Le Congrès tient à réaffirmer sans équivoque sa reconnaissance du génocide contre les tutsi. Il dénonce fermement l’utilisation du génocide contre les tutsi comme fonds de commerce par le FPR et ses acolytes, pour museler toute voix dissidente.

 

Condamnations des massacres de réfugiés au Sud Kivu (RDC)

 

Le congrès condamne vigoureusement les massacres actuellement perpétrés par l’armée rwandaise sous l’uniforme de l’armée congolaise en RDC. Il appelle le président Congolais à ne pas continuer à se rendre complice d’une armée qui a déjà massacré des millions de Congolais et de rwandais tel qu’établi par le rapport Mapping.

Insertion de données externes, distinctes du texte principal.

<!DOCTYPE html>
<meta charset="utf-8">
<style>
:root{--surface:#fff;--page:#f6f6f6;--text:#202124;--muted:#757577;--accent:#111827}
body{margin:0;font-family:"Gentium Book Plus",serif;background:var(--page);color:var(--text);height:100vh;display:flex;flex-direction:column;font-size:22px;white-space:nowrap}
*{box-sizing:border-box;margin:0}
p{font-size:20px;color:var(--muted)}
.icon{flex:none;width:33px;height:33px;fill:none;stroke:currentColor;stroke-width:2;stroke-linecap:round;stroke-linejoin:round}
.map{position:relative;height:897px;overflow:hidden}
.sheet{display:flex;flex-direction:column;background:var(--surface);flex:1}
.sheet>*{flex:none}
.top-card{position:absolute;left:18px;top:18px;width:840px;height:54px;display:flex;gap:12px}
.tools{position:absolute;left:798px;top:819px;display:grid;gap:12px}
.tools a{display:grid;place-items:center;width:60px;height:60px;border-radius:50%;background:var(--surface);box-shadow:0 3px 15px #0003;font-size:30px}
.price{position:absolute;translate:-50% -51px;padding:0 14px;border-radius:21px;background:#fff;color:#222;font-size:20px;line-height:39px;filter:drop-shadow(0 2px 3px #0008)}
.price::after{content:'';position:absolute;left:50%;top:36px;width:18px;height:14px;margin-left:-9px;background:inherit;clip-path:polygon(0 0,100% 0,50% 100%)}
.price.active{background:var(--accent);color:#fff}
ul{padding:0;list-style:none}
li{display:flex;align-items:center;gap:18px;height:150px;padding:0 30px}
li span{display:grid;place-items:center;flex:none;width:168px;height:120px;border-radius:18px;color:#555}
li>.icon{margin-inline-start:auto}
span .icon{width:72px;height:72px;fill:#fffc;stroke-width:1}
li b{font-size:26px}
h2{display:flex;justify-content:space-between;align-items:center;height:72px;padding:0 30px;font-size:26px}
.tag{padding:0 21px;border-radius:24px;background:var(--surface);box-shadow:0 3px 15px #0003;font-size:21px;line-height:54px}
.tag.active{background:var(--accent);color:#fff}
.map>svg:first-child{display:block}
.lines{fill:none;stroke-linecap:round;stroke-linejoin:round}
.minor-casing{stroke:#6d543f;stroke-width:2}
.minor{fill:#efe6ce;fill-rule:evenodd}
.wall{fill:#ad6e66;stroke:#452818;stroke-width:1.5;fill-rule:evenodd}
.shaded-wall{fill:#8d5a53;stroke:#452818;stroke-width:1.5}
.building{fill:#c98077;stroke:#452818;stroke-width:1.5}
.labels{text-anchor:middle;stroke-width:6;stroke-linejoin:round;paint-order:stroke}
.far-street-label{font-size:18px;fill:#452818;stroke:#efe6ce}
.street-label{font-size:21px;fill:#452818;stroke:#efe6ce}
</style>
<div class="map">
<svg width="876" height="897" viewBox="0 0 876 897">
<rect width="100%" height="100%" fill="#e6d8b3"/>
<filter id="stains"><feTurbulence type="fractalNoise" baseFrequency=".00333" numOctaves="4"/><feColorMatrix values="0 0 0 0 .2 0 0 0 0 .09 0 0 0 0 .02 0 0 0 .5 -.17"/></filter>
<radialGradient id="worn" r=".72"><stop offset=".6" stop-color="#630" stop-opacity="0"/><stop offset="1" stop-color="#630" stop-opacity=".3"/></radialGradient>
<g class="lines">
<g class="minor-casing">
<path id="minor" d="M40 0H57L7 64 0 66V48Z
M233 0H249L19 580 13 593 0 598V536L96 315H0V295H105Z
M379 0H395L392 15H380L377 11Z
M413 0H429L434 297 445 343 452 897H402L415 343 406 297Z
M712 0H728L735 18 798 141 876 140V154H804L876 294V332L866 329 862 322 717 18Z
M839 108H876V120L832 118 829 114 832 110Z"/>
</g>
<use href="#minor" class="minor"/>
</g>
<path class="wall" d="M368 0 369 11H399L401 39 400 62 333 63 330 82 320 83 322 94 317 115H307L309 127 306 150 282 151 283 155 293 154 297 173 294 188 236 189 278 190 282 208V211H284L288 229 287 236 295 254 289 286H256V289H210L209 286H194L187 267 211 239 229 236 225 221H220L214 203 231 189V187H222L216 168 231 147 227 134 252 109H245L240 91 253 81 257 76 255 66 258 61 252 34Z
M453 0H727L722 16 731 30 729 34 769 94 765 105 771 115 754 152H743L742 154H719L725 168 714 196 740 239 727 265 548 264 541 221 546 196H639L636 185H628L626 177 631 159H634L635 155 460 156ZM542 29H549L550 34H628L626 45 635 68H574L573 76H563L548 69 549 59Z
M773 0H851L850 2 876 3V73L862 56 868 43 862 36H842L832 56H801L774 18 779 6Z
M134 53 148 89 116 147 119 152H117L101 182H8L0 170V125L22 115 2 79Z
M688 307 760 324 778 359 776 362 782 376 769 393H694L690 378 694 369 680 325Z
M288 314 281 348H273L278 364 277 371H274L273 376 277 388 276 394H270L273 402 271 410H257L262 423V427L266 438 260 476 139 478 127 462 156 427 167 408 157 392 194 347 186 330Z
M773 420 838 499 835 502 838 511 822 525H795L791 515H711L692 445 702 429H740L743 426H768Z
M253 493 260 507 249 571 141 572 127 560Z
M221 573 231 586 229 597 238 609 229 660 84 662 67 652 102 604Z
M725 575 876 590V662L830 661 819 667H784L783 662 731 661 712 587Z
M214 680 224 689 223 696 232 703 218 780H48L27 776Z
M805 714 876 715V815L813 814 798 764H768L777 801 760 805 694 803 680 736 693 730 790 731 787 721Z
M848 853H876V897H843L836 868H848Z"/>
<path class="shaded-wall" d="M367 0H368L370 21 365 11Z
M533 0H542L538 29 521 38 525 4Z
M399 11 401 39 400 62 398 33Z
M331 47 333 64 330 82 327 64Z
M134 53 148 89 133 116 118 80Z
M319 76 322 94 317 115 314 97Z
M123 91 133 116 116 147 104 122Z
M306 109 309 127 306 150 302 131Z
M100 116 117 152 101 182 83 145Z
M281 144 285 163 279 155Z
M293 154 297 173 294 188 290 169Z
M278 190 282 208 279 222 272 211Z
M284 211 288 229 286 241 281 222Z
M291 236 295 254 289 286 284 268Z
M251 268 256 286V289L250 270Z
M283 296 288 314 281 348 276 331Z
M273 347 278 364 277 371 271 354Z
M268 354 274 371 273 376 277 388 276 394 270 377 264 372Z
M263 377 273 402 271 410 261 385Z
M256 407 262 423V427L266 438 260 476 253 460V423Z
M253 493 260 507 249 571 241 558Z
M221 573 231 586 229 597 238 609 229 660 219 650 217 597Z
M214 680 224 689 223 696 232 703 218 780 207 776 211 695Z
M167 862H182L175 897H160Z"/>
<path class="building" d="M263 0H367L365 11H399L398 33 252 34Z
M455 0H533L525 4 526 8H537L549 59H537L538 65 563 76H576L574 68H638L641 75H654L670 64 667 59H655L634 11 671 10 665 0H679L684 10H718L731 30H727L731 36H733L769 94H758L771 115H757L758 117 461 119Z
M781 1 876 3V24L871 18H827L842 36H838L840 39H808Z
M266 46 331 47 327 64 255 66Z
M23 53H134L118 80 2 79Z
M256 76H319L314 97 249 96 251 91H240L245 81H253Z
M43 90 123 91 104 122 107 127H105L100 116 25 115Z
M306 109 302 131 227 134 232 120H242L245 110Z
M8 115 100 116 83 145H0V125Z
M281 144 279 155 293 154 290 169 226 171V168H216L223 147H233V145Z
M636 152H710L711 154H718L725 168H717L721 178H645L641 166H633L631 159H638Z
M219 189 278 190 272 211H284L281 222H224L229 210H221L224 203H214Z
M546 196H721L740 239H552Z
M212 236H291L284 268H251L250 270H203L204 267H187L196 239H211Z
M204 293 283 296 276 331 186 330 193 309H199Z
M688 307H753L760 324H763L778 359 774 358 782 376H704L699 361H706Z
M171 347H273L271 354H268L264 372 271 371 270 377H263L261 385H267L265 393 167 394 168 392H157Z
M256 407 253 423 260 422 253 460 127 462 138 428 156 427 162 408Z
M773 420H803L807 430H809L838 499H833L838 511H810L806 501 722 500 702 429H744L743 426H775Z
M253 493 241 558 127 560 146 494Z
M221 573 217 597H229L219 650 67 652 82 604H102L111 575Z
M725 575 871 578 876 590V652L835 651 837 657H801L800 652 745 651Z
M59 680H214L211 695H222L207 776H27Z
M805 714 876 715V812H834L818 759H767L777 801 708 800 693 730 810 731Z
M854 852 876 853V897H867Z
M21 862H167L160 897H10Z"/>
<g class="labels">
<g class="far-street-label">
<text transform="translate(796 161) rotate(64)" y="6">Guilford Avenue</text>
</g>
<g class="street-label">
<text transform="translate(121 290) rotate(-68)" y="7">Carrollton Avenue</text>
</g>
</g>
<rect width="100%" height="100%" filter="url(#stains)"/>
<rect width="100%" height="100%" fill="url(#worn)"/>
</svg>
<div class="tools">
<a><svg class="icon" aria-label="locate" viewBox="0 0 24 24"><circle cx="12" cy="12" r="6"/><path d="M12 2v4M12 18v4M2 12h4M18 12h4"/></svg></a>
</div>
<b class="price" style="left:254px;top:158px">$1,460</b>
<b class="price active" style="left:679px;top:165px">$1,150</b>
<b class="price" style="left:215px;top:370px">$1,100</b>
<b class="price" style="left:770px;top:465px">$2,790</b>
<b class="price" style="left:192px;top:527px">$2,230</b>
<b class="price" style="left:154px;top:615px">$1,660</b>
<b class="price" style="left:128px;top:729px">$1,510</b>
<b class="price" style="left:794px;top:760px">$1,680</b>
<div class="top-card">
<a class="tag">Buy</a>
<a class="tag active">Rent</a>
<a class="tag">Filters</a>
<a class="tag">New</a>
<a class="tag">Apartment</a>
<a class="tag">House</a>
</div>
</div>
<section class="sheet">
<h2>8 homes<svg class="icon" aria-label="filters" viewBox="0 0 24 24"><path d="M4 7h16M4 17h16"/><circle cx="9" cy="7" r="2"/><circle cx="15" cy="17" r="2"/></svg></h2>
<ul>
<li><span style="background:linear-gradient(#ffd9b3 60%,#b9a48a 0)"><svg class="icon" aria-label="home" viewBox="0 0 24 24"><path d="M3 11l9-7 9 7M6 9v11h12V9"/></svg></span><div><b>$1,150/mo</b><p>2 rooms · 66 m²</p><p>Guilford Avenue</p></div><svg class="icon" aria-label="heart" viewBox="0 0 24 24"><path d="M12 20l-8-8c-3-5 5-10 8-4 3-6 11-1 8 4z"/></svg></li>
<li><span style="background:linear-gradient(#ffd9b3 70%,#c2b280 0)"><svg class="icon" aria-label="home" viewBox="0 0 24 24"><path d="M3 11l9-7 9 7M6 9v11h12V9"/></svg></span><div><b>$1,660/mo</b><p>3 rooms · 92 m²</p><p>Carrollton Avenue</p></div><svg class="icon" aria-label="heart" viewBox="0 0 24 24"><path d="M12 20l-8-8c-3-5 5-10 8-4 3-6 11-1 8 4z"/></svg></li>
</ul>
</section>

Il appelle également les pays de la région à donner priorité à la protection des réfugiés rescapés des tueries de l’armée de Paul Kagame et à contraindre ce dernier à négocier avec toute son opposition, comme cela se fait dans d’autres pays.

 

Le congrès condamne avec la dernière énergie la détention de 2000 réfugiés y compris des enfants, femmes et hommes âgés dans le camp de Nyamuyinyi au Sud Kivu (RDC), dans des conditions d’insalubrité, de promiscuité, d’accès difficile à l’eau, sans nourriture et soins de santé. Il rappelle au Gouvernement de la RDC de son obligation de garantir le respect de la dignité humaine et les principes du droit humanitaire envers ces réfugiés.

 

Le Congrès lance un appel au Conseil de sécurité de l’ONU, à l’Union Africaine et à l’Union Européenne de prendre les mesures qui s’imposent pour que cesse l’impunité dans la région des Grands Lacs Africains, pour que le régime du Président Kagame respecte les droits de l’homme et mette fin aux disparitions et assassinats des opposants au Rwanda et à l’étranger.

 

Les recommandation entérinées par le Congrès de Bruxelles ont été lues par Fidèle Kabera, secrétaire exécutif du parti. Un congrès ordinaire du parti est attendu en été 2020. Il statuera sur les questions éventuelles restées en suspens et procédera aux nouvelles élections des dirigeants qui se renouvellement tous les deux ans.